Wednesday, August 22, 2018

Trio: The Three Stooges

[purchase The Ultimate Three Stooges Collection]
[purchase The Curly Shuffle]

When I was a kid, I was not allowed to watch The Three Stooges, or their cartoon analogue, Tom and Jerry, because my mother thought that they were too violent. I’m fine with that, and while I was generally aware of the Stooges, and probably saw bits and pieces of their lunacy over the years, my first real, sustained exposure to them was when the Mets started to play a video of “The Curly Shuffle,” by the otherwise forgotten (!) Jump ‘N the Saddle Band during games. The song was released in 1984, as a tribute to the Stooges, particularly Curly, the most bizarre member of the team.

As I have noted, I’ve been a Mets fan since 1968, and while I exulted in the 1969 championship, I also had to live through the terrible teams of the late 70s and early 1980s (and most years after that, sadly). But from 1984-1986, I was living in New York, going to law school and working at law firms during the summers and after graduation. I had time, disposable income, the Mets started to get interesting, and tickets were not outrageously priced. I went to many games during this period, and while they fell short in 1984 and 1985, the team was exciting and won regularly, often coming from behind. At some point, possibly in 1985, the Mets started playing the “Curly Shuffle” video late in games, energizing the crowd, and somehow it seemed to lead to victories. The “Curly Shuffle” became a crowd favorite, and this continued through the championship year of 1986.

At some point, though, the team stopped playing the video—I’ve read that there was some sort of copyright dispute, or for other reasons, and the Mets began a long decline. Although I do remember that the song made at least a cameo appearance during the 2015 season, when the Mets got to the World Series, only to fall short of ultimate glory.

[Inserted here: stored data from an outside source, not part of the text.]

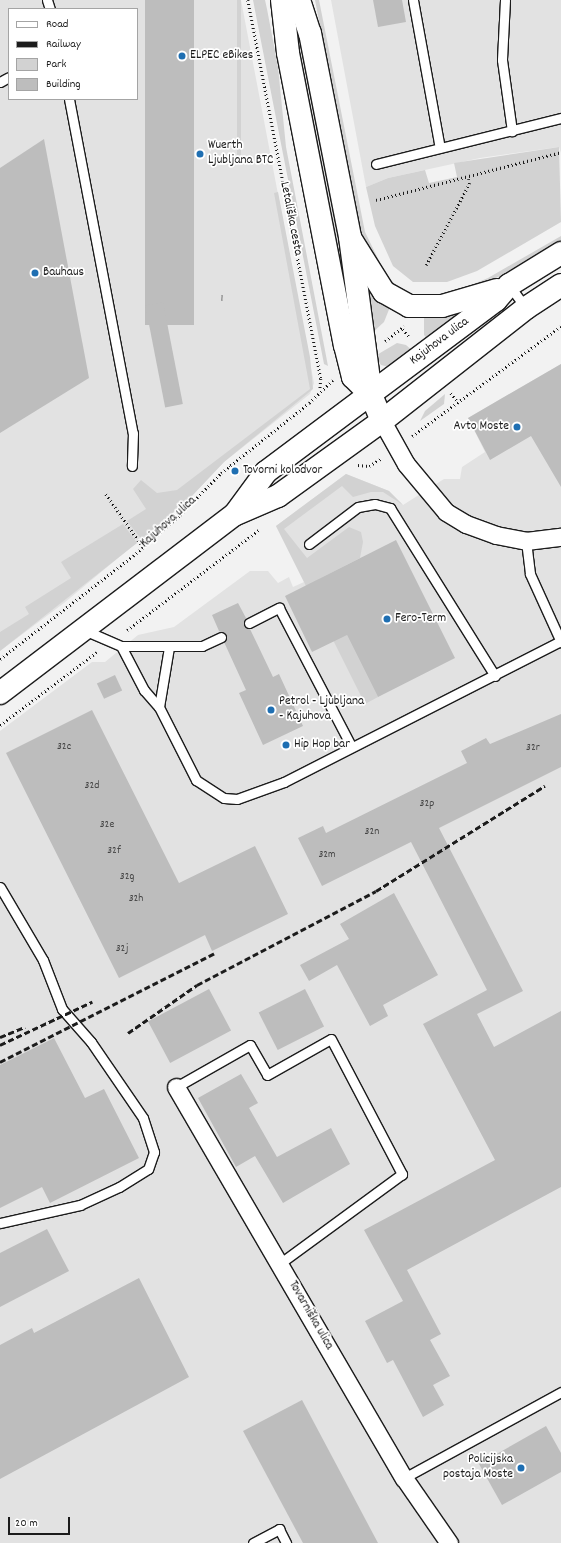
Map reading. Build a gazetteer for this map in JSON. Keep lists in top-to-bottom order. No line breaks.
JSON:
{"streets":{"main road":["Kajuhova ulica"],"street":["Tovarniška ulica"],"path":["Letališka cesta"]},"crossings":[["Letališka cesta","Kajuhova ulica"]],"places":["ELPEC eBikes","Wuerth Ljubljana BTC","Bauhaus","Avto Moste","Tovorni kolodvor","Fero-Term","Petrol - Ljubljana - Kajuhova","Hip Hop bar","Policijska postaja Moste"],"house_numbers":["1","32c","32r","32d","32p","32e","32n","32f","32m","32g","32h","32j"],"legend":["Road","Railway","Park","Building"],"scale_bar":"20 m"}
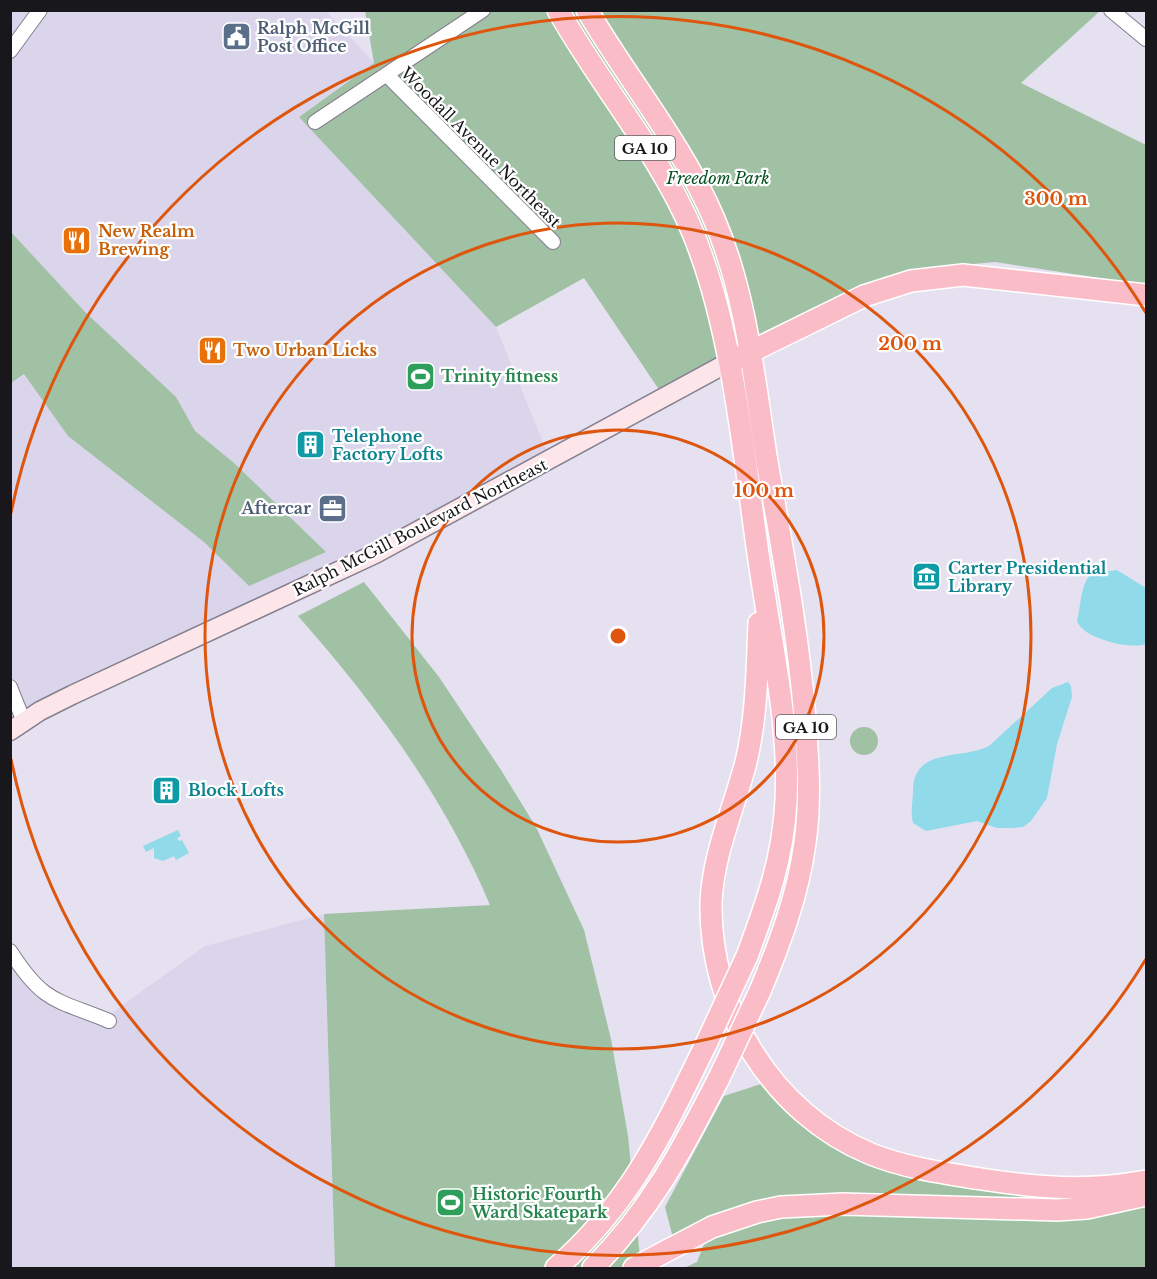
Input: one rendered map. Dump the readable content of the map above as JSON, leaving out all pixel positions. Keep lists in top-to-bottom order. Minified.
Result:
{"streets":{"highway":["GA 10"],"main road":["Ralph McGill Boulevard Northeast"],"street":["Woodall Avenue Northeast"]},"crossings":[["GA 10","Ralph McGill Boulevard Northeast"]],"parks":["Freedom Park"],"places":{"public building":["Ralph McGill Post Office"],"restaurant":["New Realm Brewing","Two Urban Licks"],"sports":["Trinity fitness","Historic Fourth Ward Skatepark"],"building":["Telephone Factory Lofts","Block Lofts"],"office":["Aftercar"],"museum":["Carter Presidential Library"]},"rings":["300 m","200 m","100 m"]}
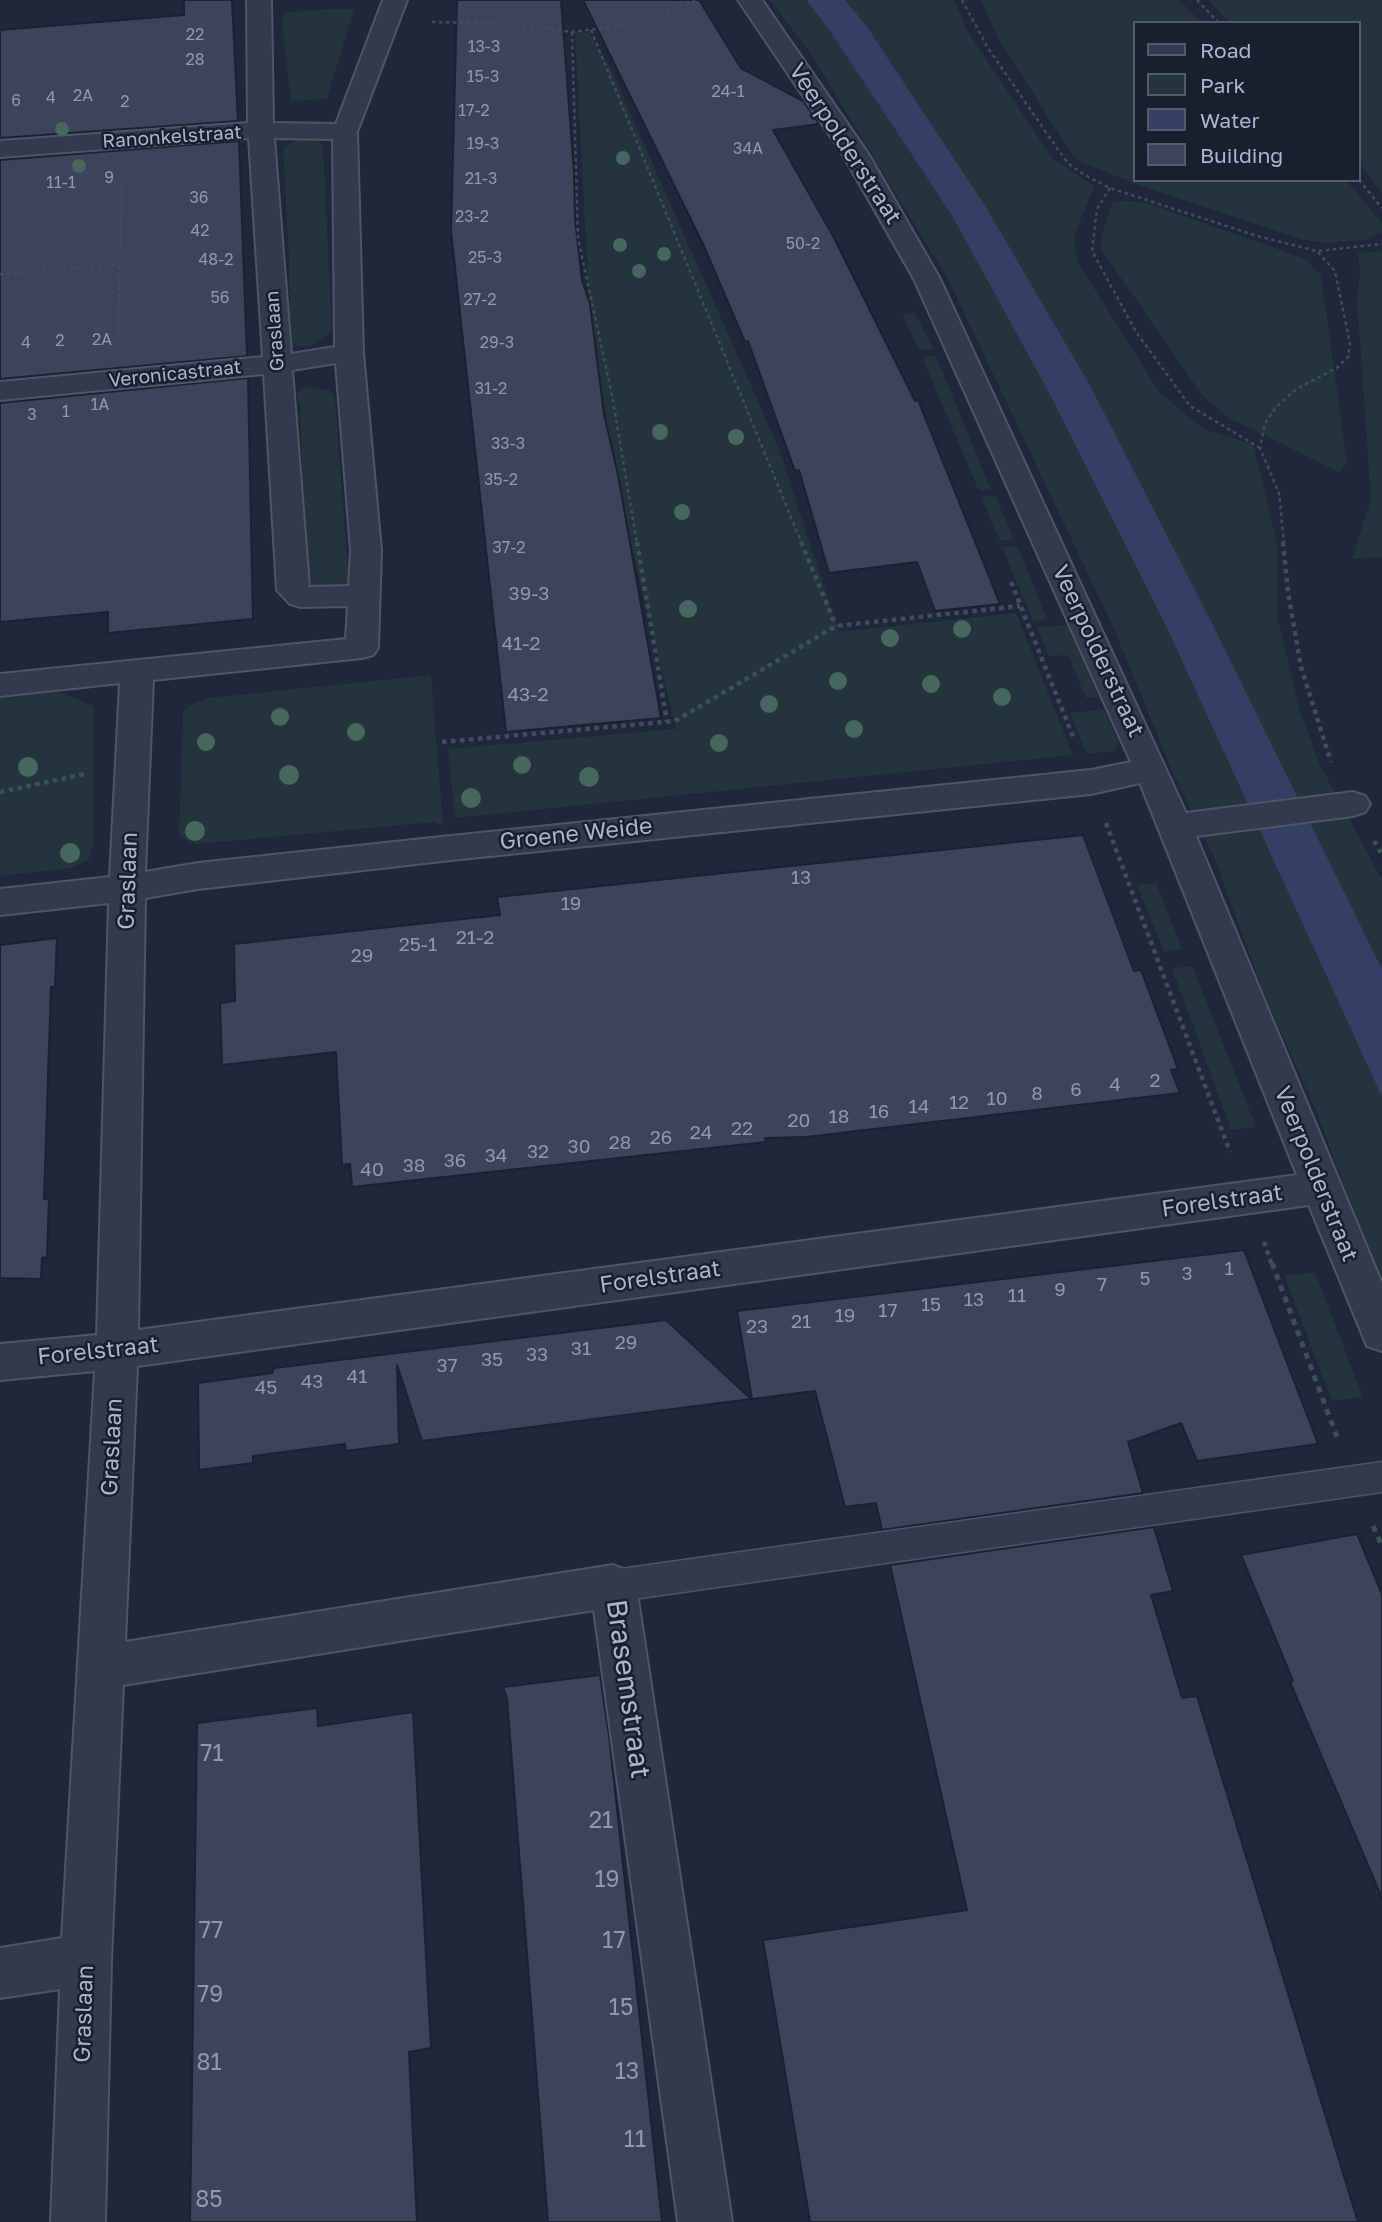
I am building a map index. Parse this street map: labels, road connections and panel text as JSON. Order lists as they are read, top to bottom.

The Jump ‘N the Saddle Band was a true one-hit wonder—an average western swing revival band from Chicago who hit paydirt with a novelty hit (although props to them for covering Nick Lowe’s “Play That Fast Thing (One More Time)” on their only album). When it became time to do a follow up album, they met with Atlantic Records president Doug Morris (who shortly before this was briefly my boss). His first suggestion was to write another novelty song about the Marx Brothers, but then insisted that they cover a 1940’s song by Benny Bell, “Shaving Cream,“ in which the gimmick was that instead of saying the word “shit,” the lyrics substituted “shaving cream.” The band didn’t want to do it, but Morris was (and continued to be) a powerful guy in the industry, so they did. But, in what amounted to career suicide, they added their own final verse to the demo (which they never intended to release):

We rewrote this song for Atlantic 
They wanted us to deliver a hit 
Instead we put this thing together 
And sent them a big pile of…..shaving cream.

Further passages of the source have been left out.